==== THE DATA ====
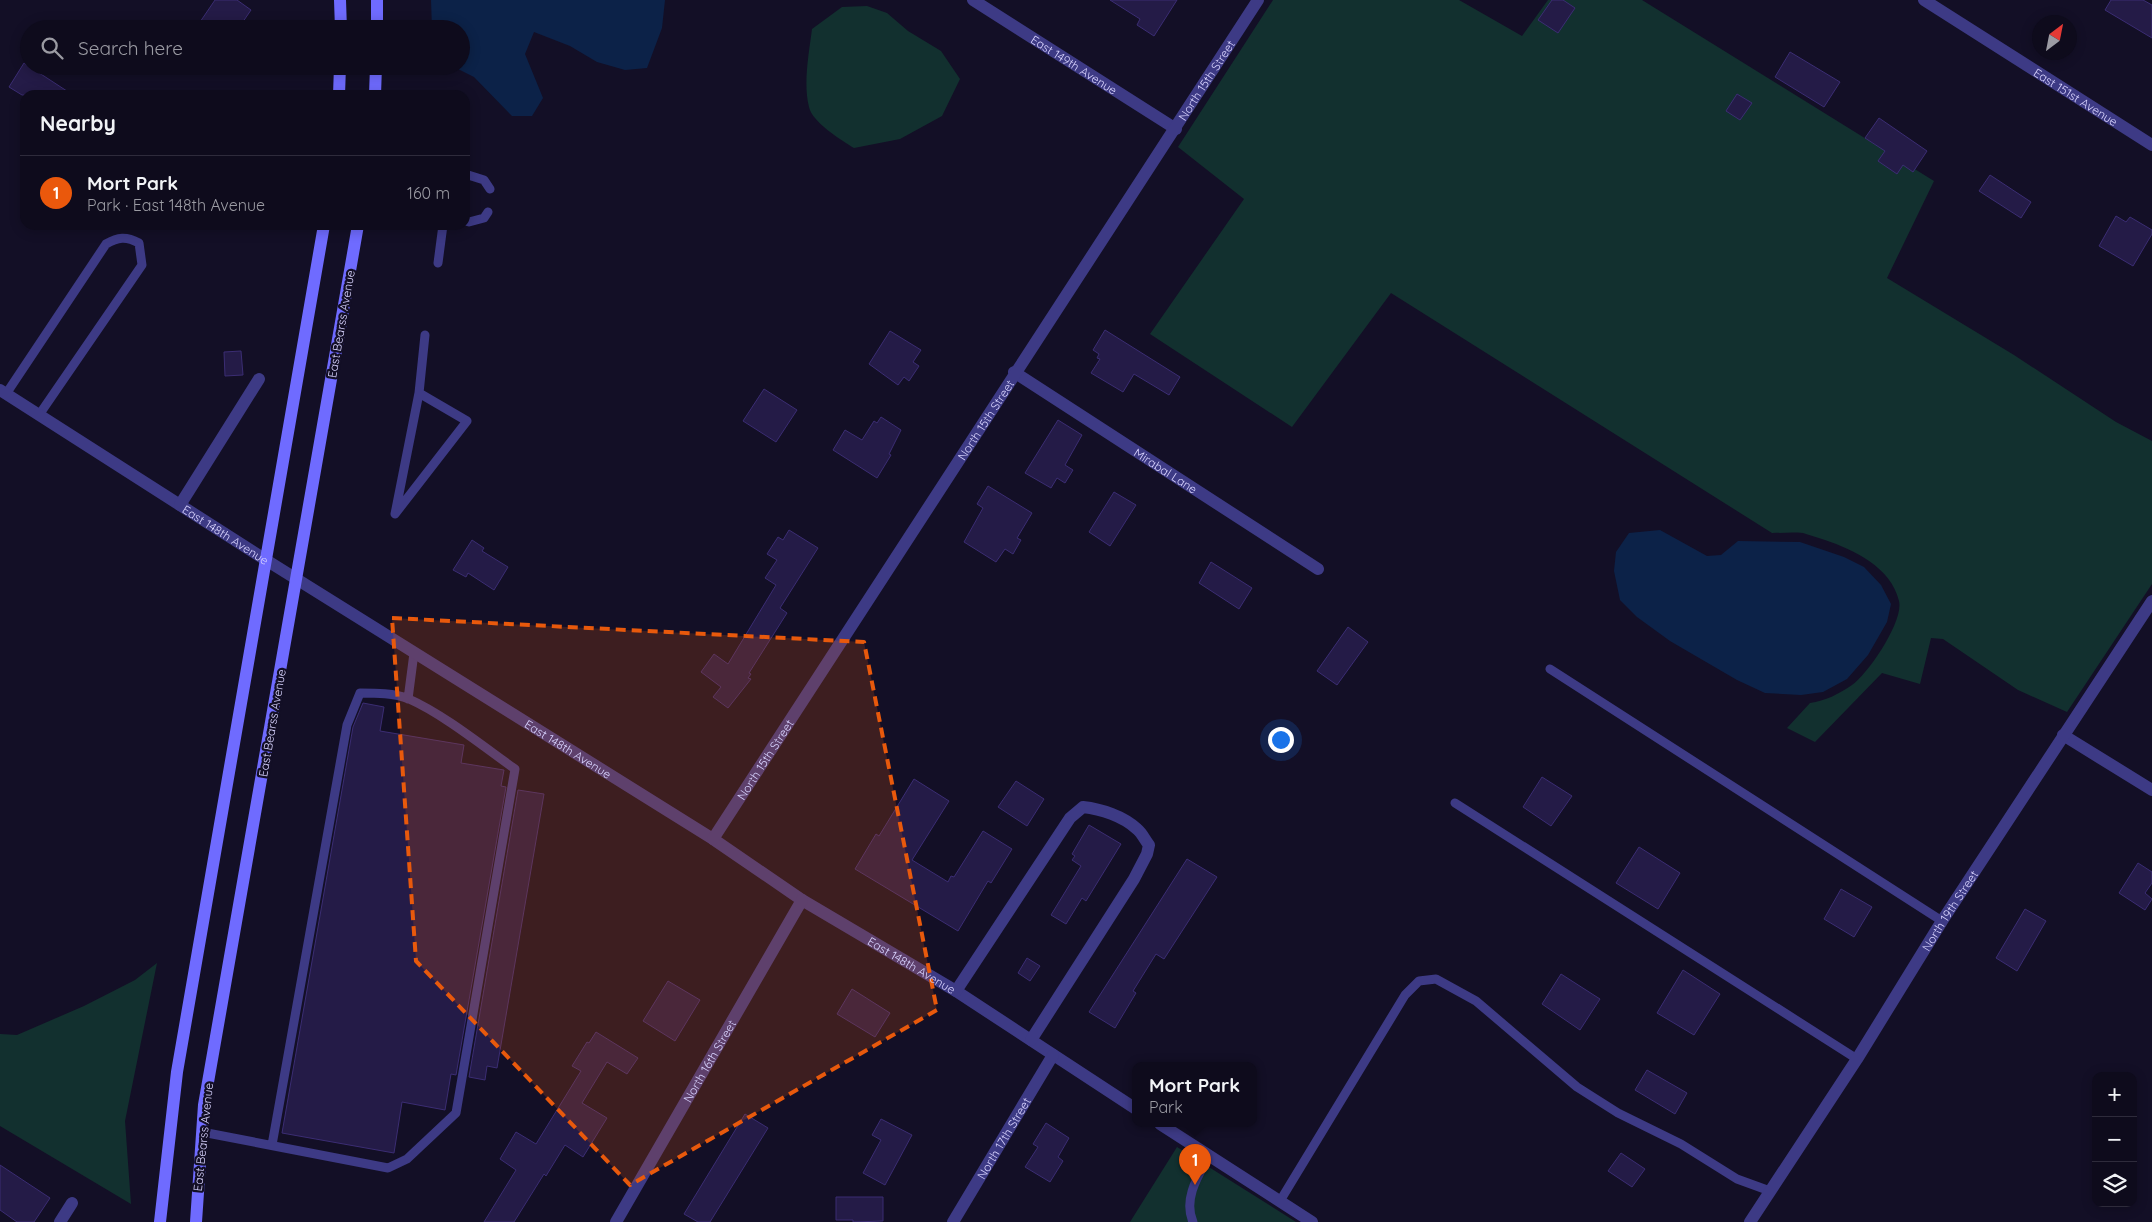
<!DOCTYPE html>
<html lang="en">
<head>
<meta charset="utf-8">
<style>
  :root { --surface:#0e0b1c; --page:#171425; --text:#f1f3f6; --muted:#9b9ba3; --line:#2e2b3b; --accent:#ea580c }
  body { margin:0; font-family:Quicksand,sans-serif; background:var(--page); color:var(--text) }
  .controls { position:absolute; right:15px; bottom:15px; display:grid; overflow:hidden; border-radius:10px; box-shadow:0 2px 12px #0003 }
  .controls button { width:45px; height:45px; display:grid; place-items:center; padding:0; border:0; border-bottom:1px solid var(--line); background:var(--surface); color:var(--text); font:25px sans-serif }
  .compass { position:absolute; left:2032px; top:15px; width:45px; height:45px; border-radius:50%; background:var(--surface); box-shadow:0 2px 12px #0003; rotate:32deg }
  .you { position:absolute; left:1280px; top:739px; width:18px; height:18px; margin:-12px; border:4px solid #fff; border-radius:50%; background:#1a73e8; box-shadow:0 0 0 8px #1a73e833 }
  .badge { display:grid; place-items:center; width:32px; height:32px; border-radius:50%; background:var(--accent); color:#fff; font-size:16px; font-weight:700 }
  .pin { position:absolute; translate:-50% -41px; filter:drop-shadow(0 1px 2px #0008) }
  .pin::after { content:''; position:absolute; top:26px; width:18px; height:15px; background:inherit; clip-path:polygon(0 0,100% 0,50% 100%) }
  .popup { position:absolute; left:1132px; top:1062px; width:125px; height:65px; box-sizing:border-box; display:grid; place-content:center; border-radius:10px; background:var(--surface); filter:drop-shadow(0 1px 4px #0005); font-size:16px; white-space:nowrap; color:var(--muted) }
  .popup b { font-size:19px; color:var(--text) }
  .popup::after { content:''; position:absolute; left:50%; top:100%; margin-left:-10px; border:10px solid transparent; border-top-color:var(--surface) }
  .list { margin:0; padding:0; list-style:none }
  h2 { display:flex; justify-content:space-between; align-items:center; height:65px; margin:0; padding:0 20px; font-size:21px }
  h2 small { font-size:16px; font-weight:400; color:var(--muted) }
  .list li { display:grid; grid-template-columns:32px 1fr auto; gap:15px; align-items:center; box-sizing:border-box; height:75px; padding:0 20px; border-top:1px solid var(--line) }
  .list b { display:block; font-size:19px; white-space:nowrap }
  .list p { margin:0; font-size:16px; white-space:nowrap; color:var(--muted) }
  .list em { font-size:16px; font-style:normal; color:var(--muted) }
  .icon { flex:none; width:28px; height:28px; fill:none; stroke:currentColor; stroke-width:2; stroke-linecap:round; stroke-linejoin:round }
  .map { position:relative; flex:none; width:2152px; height:1222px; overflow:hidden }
  .search { position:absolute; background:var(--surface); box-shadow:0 2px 12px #0003; left:20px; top:20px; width:450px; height:55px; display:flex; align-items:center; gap:12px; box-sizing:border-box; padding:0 18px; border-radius:28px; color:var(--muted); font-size:19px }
  .panel { position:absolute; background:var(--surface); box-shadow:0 2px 12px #0003; left:20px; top:90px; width:450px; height:140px; border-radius:15px }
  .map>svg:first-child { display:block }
  .green { fill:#12302f }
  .water { fill:#0c2248 }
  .building { fill:#241b47; stroke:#3b2d73 }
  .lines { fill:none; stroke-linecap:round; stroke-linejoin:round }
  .service { stroke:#3d3a85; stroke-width:9 }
  .minor { stroke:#3d3a85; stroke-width:12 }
  .secondary { stroke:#6f6bff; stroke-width:12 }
  .marked { fill:#e8590c; fill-opacity:0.2; stroke:#e8590c; stroke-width:4; stroke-dasharray:10 6; stroke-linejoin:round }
  .labels { text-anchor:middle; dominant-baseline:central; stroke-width:4.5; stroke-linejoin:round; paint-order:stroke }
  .street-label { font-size:12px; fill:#d9d4ff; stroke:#130f26 }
</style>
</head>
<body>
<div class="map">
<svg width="2152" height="1222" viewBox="0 0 2152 1222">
  <rect width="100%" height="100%" fill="#130f26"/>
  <path class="green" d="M1273,0H1459L1522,36L1548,0H1642L1934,181L1887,278L2014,355L2116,422L2152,441V584L2067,712L2018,690L1943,639L1931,638L1920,684L1882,673L1815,742L1787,728L1810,703C1825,701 1839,694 1852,685C1868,674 1904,621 1899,601C1891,567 1854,550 1825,540C1818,538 1810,535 1803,533C1793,532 1782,533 1772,533L1391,293L1292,427L1150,334L1244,199L1178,147Z
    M867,6L887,13L908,31L941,51L960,79L942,116L900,139L854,148C841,140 812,122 809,107C803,83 809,53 812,29L842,7Z
    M157,963L125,1121L131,1204L0,1126V1034L17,1035L84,1006L135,980Z
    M1177,1147L1296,1222H1130Z"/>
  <path class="water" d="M431,0H665L662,28L647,68L625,70L597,62L570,46L534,32L525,54L543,98L532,116H512L474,77L452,66H461V29H432Z
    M1660,530L1707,556L1721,555L1738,541L1800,542L1844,557L1864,567L1881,585L1891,604L1887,622L1868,655L1847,679L1823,692L1801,695L1765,693L1737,680L1670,641L1637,617L1620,600L1614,571L1616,552L1629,533Z"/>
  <path class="building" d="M215,0H237L251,10L238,29H209L200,22Z
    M1110,0H1177L1154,36L1137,25L1140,19Z
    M1552,0H1563L1575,8L1558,33L1538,20Z
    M2111,0H2143L2152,5V38L2105,10Z
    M1790,52L1840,82L1824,107L1775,77Z
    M24,63L73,95H22L9,87Z
    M1737,94L1752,103L1740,120L1726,111Z
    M1879,118L1927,151L1913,172L1903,165L1897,174L1878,161L1885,151L1865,138Z
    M1990,175L2031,202L2021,218L1979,191Z
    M2116,216L2126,222L2130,217L2152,230V234L2133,266L2099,246Z
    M1105,330L1180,377L1169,395L1134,374L1123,392L1091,373L1100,359L1097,358L1099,354L1093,350Z
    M890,331L921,350L913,362L919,366L909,381L904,377L898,385L869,364Z
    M241,351L243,375L225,376L224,352Z
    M764,389L797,410L776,442L743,421Z
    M881,417L901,430L889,454L891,455L877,478L833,450L845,430L862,440L874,421L877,423Z
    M1058,420L1082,435L1065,465L1073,470L1065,483L1057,478L1051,488L1025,473Z
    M988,486L1032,513L1017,538L1021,540L1013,554L1005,549L996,562L964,542L983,508L977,504Z
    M1114,492L1136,505L1110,546L1089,532Z
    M789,530L818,548L780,608L787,613L749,673L751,674L748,678L751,679L728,708L713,697L721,687L701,672L714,654L728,664L776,585L765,578L777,560L767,554L778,537L783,540Z
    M472,540L484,548L482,551L508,567L494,590L468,573L466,577L453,570Z
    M1211,562L1252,588L1239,609L1199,583Z
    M1348,627L1368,642L1337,685L1317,671Z
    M363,703L384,707L380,731L464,745L461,763L504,770L501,786L506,787L456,1075L451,1074L445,1110L402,1102L394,1153L282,1133L353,727Z
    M1542,777L1572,796L1551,826L1523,807Z
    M914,779L949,801L912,860L948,882L951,876L954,877L983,831L1012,849L991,883L988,881L958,931L855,869L876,834L879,836Z
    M1016,781L1044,799L1027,826L998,807Z
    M518,790L544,794L497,1068L487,1066L485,1080L469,1077Z
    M1089,825L1121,844L1086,901L1082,898L1066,924L1051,915L1081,866L1072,860L1075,856L1072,854Z
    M1639,847L1680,873L1658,909L1616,883Z
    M1187,859L1217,877L1164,959L1156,954L1133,991L1136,993L1115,1028L1089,1012Z
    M2138,863L2152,872V883L2145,893L2152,899L2145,910L2119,893Z
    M1841,889L1872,907L1854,937L1824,919Z
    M2025,909L2046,921L2017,971L1996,958Z
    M1027,958L1040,966L1030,981L1018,973Z
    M1683,970L1720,994L1694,1035L1657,1013Z
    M1561,974L1600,999L1580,1030L1542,1004Z
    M668,981L700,1000L675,1041L643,1021Z
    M852,989L890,1013L875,1037L837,1014Z
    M596,1032L638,1058L627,1074L607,1062L582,1103L607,1118L583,1157L565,1145L546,1176L544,1174L514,1222H484L516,1170L500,1159L516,1132L536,1144L581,1071L572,1066L587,1042L589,1043Z
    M1647,1070L1687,1093L1675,1114L1635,1090Z
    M745,1114L768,1128L710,1222H698L684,1214Z
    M881,1119L912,1135L885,1185L863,1173L881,1140L872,1135Z
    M1046,1123L1069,1138L1058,1157L1063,1161L1050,1182L1025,1167L1038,1147L1033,1144Z
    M1621,1153L1645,1169L1632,1187L1608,1171Z
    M0,1165L50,1198L34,1222H17L0,1210Z
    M836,1197H883V1221L853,1222V1220H836Z"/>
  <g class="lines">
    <path class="service" d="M465,174L484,180L490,189
      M465,221L469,222L484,218L488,212
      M438,263L443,225
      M419,393L467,421L395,514L419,393L425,335
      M6,394L106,244C118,237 126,236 139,243L142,265L39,415
      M1550,669L1942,921
      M408,699L414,653
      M1455,803L1857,1059
      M202,1132L388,1168L407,1159L456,1113L515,769C484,747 443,714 409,699C394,693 376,693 360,693L347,725L272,1145
      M1280,1201L1405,995L1419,981L1436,979L1476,1001L1577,1087L1618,1113L1681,1144L1737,1179L1770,1191
      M1193,1222C1183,1199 1198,1176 1209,1156"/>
    <g class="minor">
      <path id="s1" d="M973,0L1176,129"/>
      <path id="s2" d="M1924,0L2152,145"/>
      <path id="s3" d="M1014,372L1318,569"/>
      <path id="s4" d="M0,390L266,560L713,839L802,900L956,991L1136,1109"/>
      <path d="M180,505L259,379"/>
      <path d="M2063,735L2152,790"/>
      <path id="s5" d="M713,839L1258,0"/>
      <path d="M956,991L1070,818L1083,807C1101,809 1123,816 1137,829C1142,833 1145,840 1149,845L1147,854L1134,879L1031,1040"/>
      <path d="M1160,1124L1312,1222"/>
      <path d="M60,1222L72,1203"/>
      <path id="s6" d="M616,1222L802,900"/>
      <path id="s7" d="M953,1222L1053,1055"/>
      <path id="s8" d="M1750,1222L1857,1059L1942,921L2152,601"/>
    </g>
    <path class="secondary" d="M340,0L341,29
      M377,29V0
      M339,95L340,66
      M375,95L376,66
      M160,1222L177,1072L324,225
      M196,1222L204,1105L358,225"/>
  </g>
  <path class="marked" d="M392,618L864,642L937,1010L630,1185L416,961Z"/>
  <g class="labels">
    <g class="street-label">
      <text stroke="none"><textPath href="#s1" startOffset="120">East 149th Avenue</textPath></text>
      <text stroke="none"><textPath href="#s5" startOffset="905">North 15th Street</textPath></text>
      <text stroke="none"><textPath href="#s2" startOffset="180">East 151st Avenue</textPath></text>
      <text transform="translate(341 324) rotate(-80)">East Bearss Avenue</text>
      <text stroke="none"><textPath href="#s5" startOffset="500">North 15th Street</textPath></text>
      <text stroke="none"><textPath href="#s3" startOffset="181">Mirabal Lane</textPath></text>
      <text stroke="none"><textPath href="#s4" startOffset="268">East 148th Avenue</textPath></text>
      <text transform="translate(272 723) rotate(-80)">East Bearss Avenue</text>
      <text stroke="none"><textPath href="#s4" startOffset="672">East 148th Avenue</textPath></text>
      <text stroke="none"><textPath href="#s5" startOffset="95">North 15th Street</textPath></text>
      <text stroke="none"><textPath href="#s8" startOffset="370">North 19th Street</textPath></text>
      <text stroke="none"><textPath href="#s4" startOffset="1078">East 148th Avenue</textPath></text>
      <text stroke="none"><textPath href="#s6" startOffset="186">North 16th Street</textPath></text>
      <text transform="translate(203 1137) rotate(-84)">East Bearss Avenue</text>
      <text stroke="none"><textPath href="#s7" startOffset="98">North 17th Street</textPath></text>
    </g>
  </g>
</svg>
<div class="controls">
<button>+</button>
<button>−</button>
<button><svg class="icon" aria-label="layers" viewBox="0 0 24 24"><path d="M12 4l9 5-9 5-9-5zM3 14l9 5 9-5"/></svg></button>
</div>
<svg class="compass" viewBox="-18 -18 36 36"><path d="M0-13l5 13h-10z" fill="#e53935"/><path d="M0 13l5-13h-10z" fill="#9b9ba3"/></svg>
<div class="you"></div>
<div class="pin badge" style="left:1195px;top:1185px">1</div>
<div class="popup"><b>Mort Park</b>Park</div>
<div class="search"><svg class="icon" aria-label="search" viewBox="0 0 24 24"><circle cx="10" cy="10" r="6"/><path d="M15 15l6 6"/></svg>Search here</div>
<section class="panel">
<h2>Nearby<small></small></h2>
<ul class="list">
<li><span class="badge">1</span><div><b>Mort Park</b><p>Park · East 148th Avenue</p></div><em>160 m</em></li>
</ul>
</section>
</div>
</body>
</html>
====
§ TASK DETAILS
Each line from the first line of the data above through the one containing "position:absolute; right:15px; bottom:15px;" must be set down exactly; the pictures must not be.

§ EXPECTED ANSWER
<!DOCTYPE html>
<html lang="en">
<head>
<meta charset="utf-8">
<style>
  :root { --surface:#0e0b1c; --page:#171425; --text:#f1f3f6; --muted:#9b9ba3; --line:#2e2b3b; --accent:#ea580c }
  body { margin:0; font-family:Quicksand,sans-serif; background:var(--page); color:var(--text) }
  .controls { position:absolute; right:15px; bottom:15px; display:grid; overflow:hidden; border-radius:10px; box-shadow:0 2px 12px #0003 }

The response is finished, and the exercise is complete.